Pour le moment, au Royaume-Uni le capitalisme a réussi à mener à bien ses attaques sans recours à la violence contre nos frères et sœurs de classe du Mexique – en Europe un contrôle social sophistiqué a été établi depuis longtemps (avec les syndicats, la social-démocratie, les médias, etc.) il a effectivement empêché les travailleurs et les enseignants de reconnaître leurs intérêts de classe et la nature globale des conditions d'aggravation de leur travail. Pour l'instant, trop souvent, les travailleurs européens intègrent les effets des attaques des patrons - dans le stress, l'anxiété, l'insécurité, l'alcool et la consommation de drogues, etc. Les attaques contre les enseignants mexicains qui tentent de défendre leurs conditions de travail sont un rappel brutal du fait que le capitalisme est un système fondé sur la violence, et que la violence sera utilisée aussi contre nous quand, à l'avenir, le contrôle social se révèlera insuffisant.

Il existe un autre élément à prendre en compte, à savoir l'absence dramatique d'un organe politique qui sait faire fructifier l'agitation sociale généralisée et profonde, qui sait donner une direction politique cohérente à la colère et la détermination du mouvement de protestation afin qu'il exprime une orientation anti-capitaliste et faire en sorte que la lutte des travailleurs de l'école ne s'arrête pas uniquement à la lutte contre une nouvelle réforme «néo-libérales», mais acquière la perspective révolutionnaire pour renverser le capitalisme. Un corps qui émerge de la lutte elle-même, parmi ses plus déterminés participants, ses plus capables et plus conscients, en bref, un véritable parti communiste.

Lettre

Salut,

(...) En ce moment les attaques contre le secteur des travailleurs de l’éducation sont très forte, parce que notre gouvernement a développé un projet qui conduit à la privatisation du secteur de l’éducation.

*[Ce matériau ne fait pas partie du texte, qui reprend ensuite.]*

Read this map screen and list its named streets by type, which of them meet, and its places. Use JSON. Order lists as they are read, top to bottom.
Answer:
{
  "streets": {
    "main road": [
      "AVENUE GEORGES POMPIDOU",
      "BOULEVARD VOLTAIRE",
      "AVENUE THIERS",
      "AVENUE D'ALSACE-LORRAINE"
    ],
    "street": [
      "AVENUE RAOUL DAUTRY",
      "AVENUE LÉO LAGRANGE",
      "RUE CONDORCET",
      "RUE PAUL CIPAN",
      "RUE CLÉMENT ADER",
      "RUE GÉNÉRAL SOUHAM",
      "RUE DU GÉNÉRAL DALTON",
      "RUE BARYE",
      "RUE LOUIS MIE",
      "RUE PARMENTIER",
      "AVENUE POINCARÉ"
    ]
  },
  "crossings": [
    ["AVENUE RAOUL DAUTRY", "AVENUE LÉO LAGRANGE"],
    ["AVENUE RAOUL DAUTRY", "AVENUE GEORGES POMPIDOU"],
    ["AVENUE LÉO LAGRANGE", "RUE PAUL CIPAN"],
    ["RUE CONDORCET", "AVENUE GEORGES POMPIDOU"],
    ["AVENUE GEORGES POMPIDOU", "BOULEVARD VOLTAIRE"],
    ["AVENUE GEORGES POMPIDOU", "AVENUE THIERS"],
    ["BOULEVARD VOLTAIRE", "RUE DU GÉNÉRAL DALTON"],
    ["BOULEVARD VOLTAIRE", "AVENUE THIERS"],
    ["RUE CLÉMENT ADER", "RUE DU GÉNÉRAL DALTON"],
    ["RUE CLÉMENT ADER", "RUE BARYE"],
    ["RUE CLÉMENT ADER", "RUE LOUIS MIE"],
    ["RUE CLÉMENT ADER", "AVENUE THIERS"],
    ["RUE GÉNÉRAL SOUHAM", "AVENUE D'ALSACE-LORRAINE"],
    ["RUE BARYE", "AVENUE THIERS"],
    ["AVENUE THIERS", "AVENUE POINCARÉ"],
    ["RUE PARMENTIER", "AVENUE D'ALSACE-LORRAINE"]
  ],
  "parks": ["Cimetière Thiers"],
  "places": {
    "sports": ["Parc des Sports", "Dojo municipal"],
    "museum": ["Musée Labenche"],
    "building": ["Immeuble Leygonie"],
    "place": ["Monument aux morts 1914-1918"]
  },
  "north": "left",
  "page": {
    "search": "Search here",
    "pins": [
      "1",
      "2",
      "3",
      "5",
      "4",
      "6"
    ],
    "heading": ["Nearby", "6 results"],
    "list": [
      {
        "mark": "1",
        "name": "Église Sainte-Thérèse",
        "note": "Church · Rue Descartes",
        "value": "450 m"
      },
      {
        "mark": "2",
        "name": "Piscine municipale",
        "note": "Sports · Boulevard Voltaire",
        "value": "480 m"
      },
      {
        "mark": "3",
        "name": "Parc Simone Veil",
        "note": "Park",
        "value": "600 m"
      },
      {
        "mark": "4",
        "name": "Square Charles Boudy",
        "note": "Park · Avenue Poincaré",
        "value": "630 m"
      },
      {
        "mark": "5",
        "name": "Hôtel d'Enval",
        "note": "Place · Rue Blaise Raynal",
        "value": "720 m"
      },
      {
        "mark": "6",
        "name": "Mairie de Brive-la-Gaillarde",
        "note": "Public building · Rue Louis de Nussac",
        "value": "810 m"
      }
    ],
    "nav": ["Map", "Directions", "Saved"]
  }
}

Le problème est que la majeure partie des enseignants, de même que la population, ne s’est pas rendue compte des manœuvres et des mensonges du gouvernement. En effet, peu d’enseignants, de parents d’élèves et des gens en général se sont rendus compte que l’objectif du gouvernement était de privatiser le secteur de l’éducation, cela tout de même a incité à lutter.

Je vous informe aussi que les conditions de lutte sont ici extrêmement difficiles, parce que quand il y a des manifestations de travailleurs la ville est totalement militarisée, d’une part, et d’autre part, les directeurs et les autres autorités responsables incitent les enseignants qui ne sont pas d’accord avec la lutte à affronter les enseignants en lutte ; de même les parents d’élèves qui ne sont pas d’accord avec la lutte sont incités à s’y opposer et à attaquer les parents d’élèves qui sont en lutte. Ces actes sont commis par des directeurs d’écoles, les stations de radio, de vieux militaires, des bandes de lumpens désœuvrés, des employés de magasin qui nous insultent. Les membres de la municipalité sont arrivés avec leurs groupes de choc voulant échapper au chômage. La majorité des télévisions ont développé une féroce campagne de dénigrement contre les enseignants en lutte, ainsi que contre toutes les personnes qui rejettent cette réforme et soutiennent la lutte des enseignants.

(...) Je veux juste vous dire que dans la localité où j’ai contribué, ce sont des jeunes qui n’ont jamais participé à un mouvement qui sont dans la lutte. Ils ne sont pas d’accord avec le syndicat officiel de l’éducation, mais ils sont d’accord avec la coordination qui dirige le mouvement. Ils rejettent les partis politiques, qu’ils soient de droite ou de gauche, y compris les personnes qui sont dans un parti politique mais qui n'appuient pas le mouvement. Ça a été un peu difficile mais, croyez-moi, je n’ai négligé aucune opportunité pour dénoncer le rôle que joue chacun de ces organismes, qu’il faut lutter unis et comment délimiter le terrain des positions politiques face aux différentes personnes, comme face aux partis politiques.

Je voudrais aussi faire savoir comment la répression contre les enseignants de Oaxaca, du Chiapas et du Guerrero (1) a été assez forte puisqu’ils ont été gazés, arrosés depuis la terre comme depuis les airs, plus d’une dizaine d'enseignants ont été assassinés et plus de 100 ont été blessés, mais cela n'a pas fait plier leur lutte.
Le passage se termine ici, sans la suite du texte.